Roadmap
Source of truth for what we ship next, in what order, and why. If you find yourself re-deciding a question that's answered here, the answer here wins. Update this doc instead of arguing.
Last frozen: 2026-06-02 (Phase 8 complete + two internal security passes).
0. TL;DR
We are building HyprBox = infrastructure autopilot for freelance + MSP.
The product is the loop discover → finding → recommend → preview → apply → verify.
Everything we ship is either:
- A new scanner that produces a new kind of Finding.
- A new fix preset that resolves an existing finding type.
- Infrastructure that makes the loop trustworthy at scale (auth, migrations, cancel, audit UI, observability).
- Polish that makes the demo land (UI, copywriting, performance).
Anything that doesn't fit one of those four buckets goes in the Anti-goals list at the bottom of this file. We do not build it.

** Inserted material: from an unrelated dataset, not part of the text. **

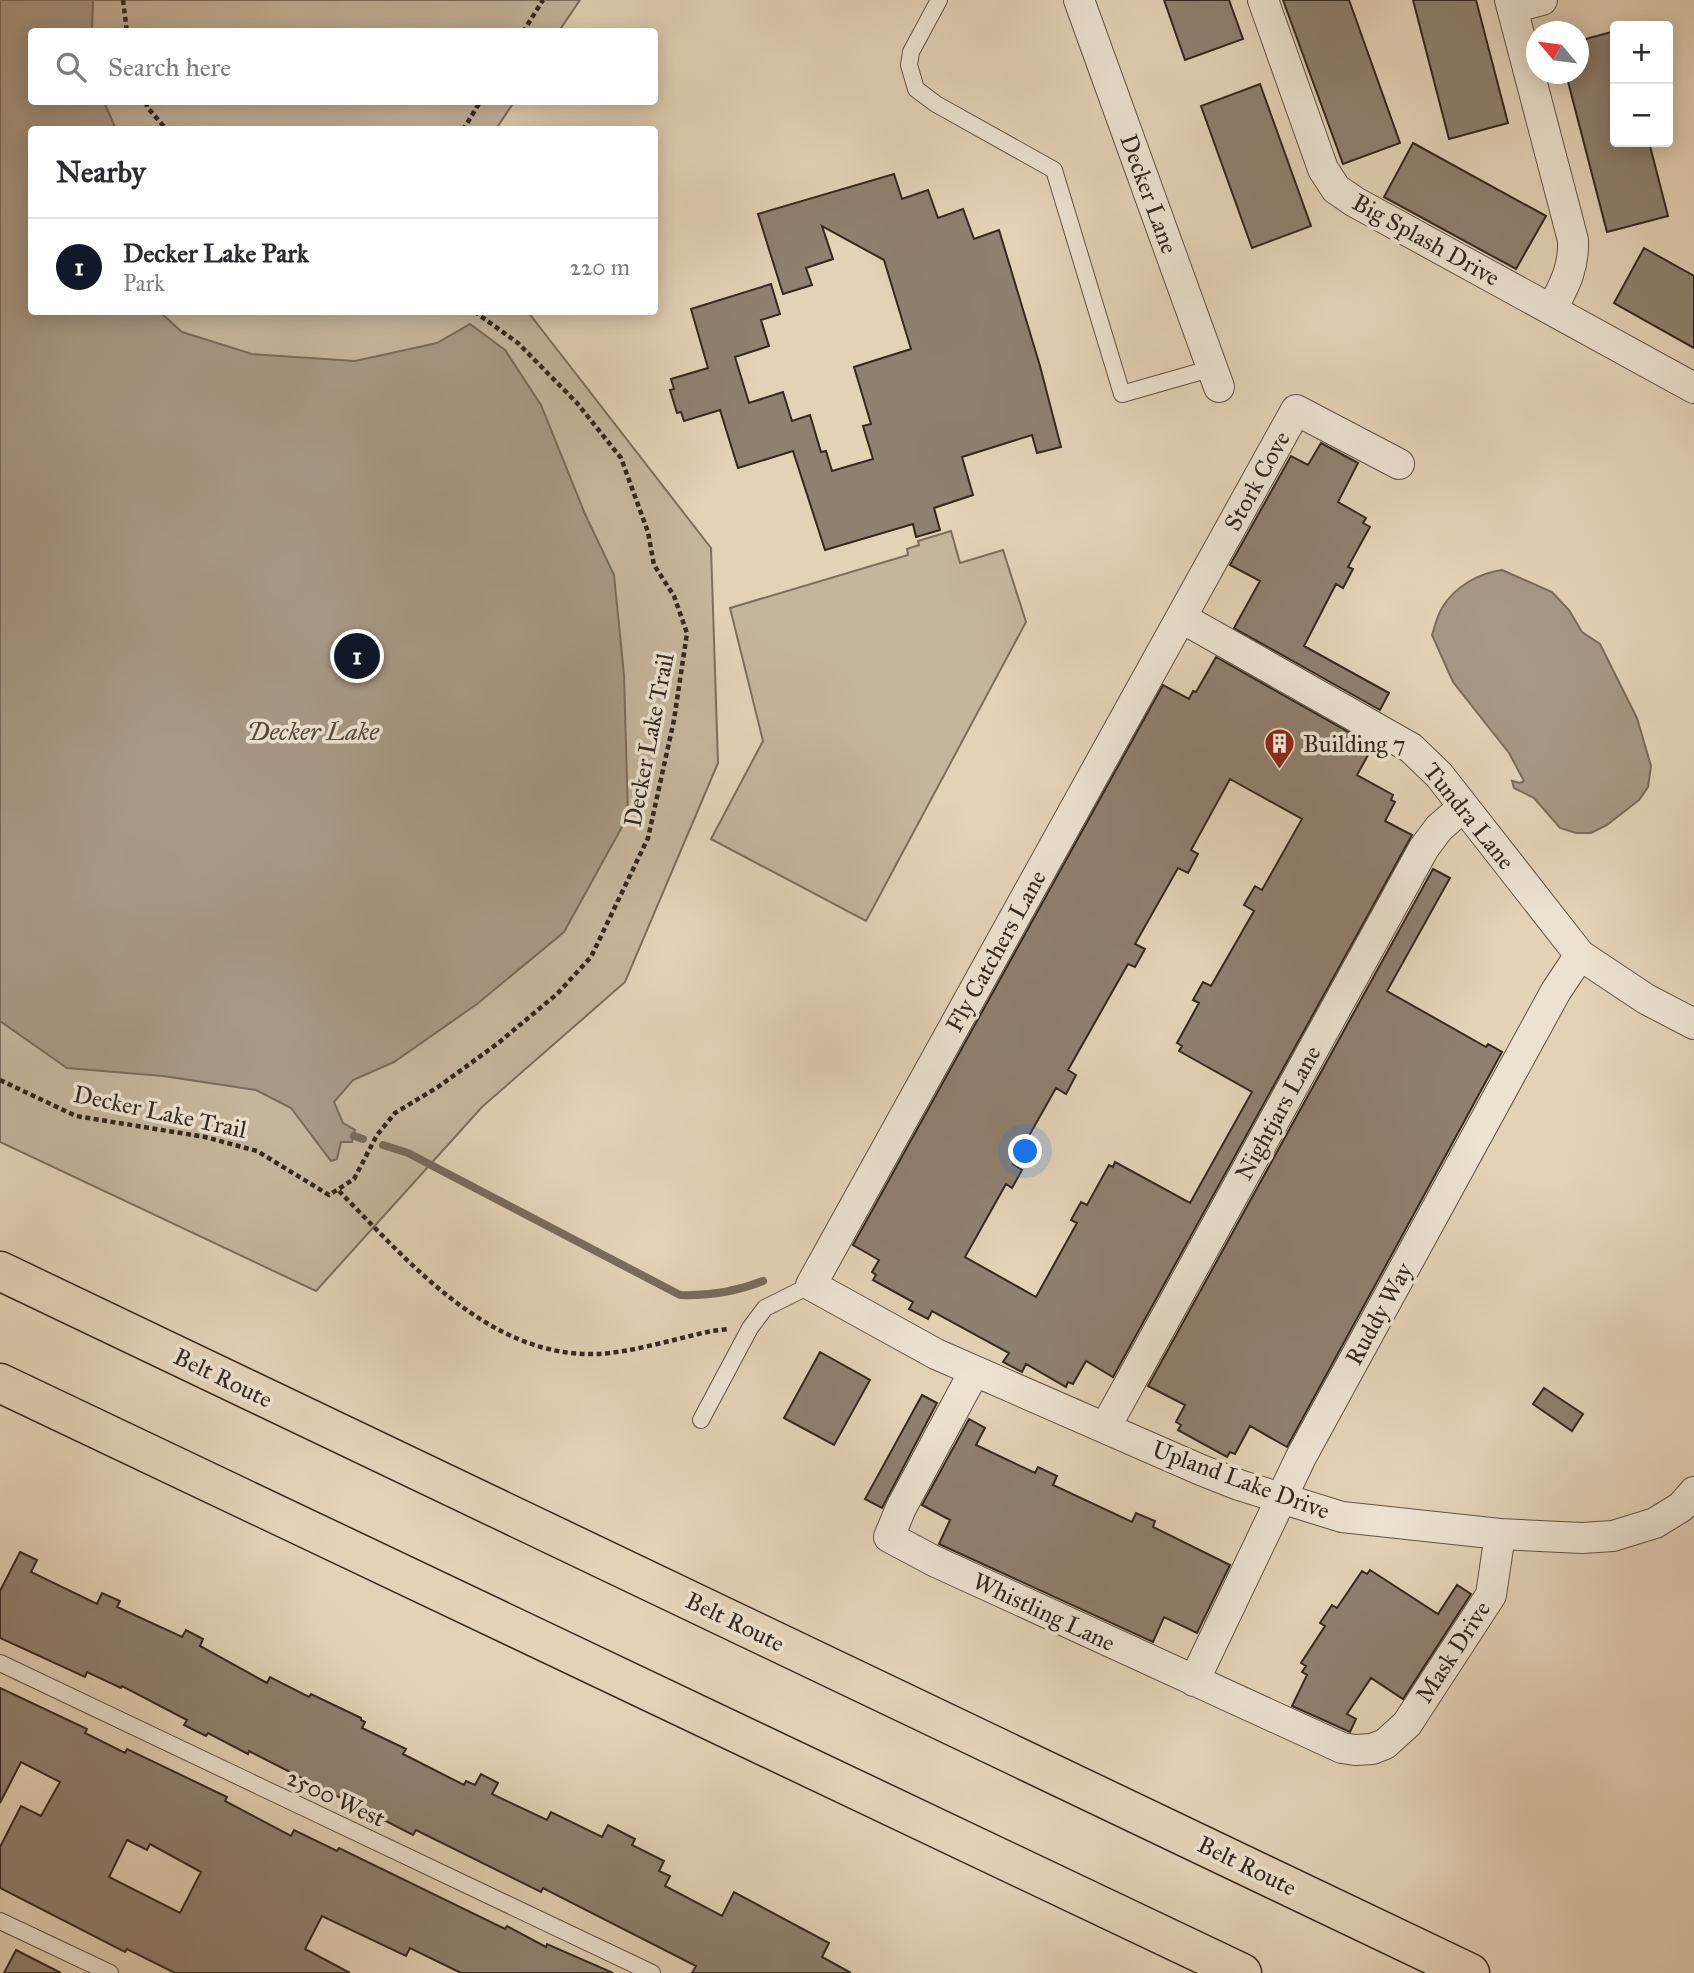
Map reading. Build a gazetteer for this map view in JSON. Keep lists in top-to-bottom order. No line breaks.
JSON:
{"streets":{"highway":["Belt Route"],"street":["Decker Lane","Big Splash Drive","Stork Cove","Tundra Lane","Fly Catchers Lane","Nightjars Lane","Ruddy Way","Upland Lake Drive","Whistling Lane","Mask Drive"],"lane":["2500 West"],"path":["Decker Lake Trail"]},"crossings":[["Stork Cove","Tundra Lane"],["Stork Cove","Fly Catchers Lane"],["Tundra Lane","Fly Catchers Lane"],["Tundra Lane","Nightjars Lane"],["Tundra Lane","Ruddy Way"],["Fly Catchers Lane","Upland Lake Drive"],["Nightjars Lane","Upland Lake Drive"],["Ruddy Way","Upland Lake Drive"],["Ruddy Way","Whistling Lane"],["Upland Lake Drive","Whistling Lane"],["Upland Lake Drive","Mask Drive"],["Whistling Lane","Mask Drive"]],"water":["Decker Lake"],"places":{"building":["Building 7"]},"north":"top left","page":{"map_buttons":["+","−"],"search":"Search here","heading":"Nearby","list":[{"mark":"1","name":"Decker Lake Park","note":"Park","value":"220 m"}],"pins":"1"}}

Read AUTOPILOT.md for the why; this doc is the what + when.
1. Where we are
| Phase | Status | Shipped |
|---|---|---|
| 1 — MVP | ✅ Done | Heartbeat → dashboard, agent, CLI |
| 2 — Auth + presets + SSE | ✅ Done | JWT + agent tokens, 3 presets, CLI preset commands, hardening |
| 3 — Remote apply | ✅ Done | Job queue + atomic claim + agent jobrunner + live tail |
| 4a — HyprVault + audit | ✅ Done | Backups (policy + run), audit log on sensitive routes |
| 4b — Autopilot loop | ✅ Done | Finding + Recommendation models, TLS scanner, Health page, Fix contract (risk_level + verify), auto-resolve |
| 5 — Scanner expansion | ✅ Done | SSH password-auth + disk usage + Postgres no-backup scanners, 2 new fix presets, inventory cross-ref endpoint, 10 Go parser tests |
| 6 — Make it real | ✅ Done | Prisma migrations + drift check, RBAC (VIEWER/OPERATOR/ADMIN), WebSocket reverse channel + RUNNING-job cancel, admin audit UI with CSV export |
| 7 — HyprGuard | ✅ Done | 9-check security audit scanner (kernel updates, root password, NOPASSWD sudo, /etc world-writable, UFW, fail2ban, unattended-upgrades, LUKS, auditd), apt-security-upgrade preset, conditional severity on UFW for public-IP hosts |
| 8 — Production polish | ✅ Done | 8.1 output offload (chunk-in-DB) + 8.2 change-password + forgot-password reset + 8.3 per-user rate limit + 8.4 GHCR release pipeline + 8.5 Playwright E2E + 8.6 per-node agent config. Fully shipped |
| 9 — HyprWatch v1 | 🟡 v1 | Monitoring as a find→fix→verify loop: opt-in (hyprwatch per-node config) monitoring.absent scanner → monitoring.install-stack recommendation → monitoring-only preset (now with verify: + risk_level) → auto-resolve. Deferred: Loki/log shipping, Alertmanager routing verify, multi-node federation, drift detection. See docs/HYPRWATCH.md |
Tests: 167 vitest specs + 32 Go specs + 3 Playwright E2E, all passing. Typecheck clean on API + Web. Go vet clean on agent + CLI. CI green.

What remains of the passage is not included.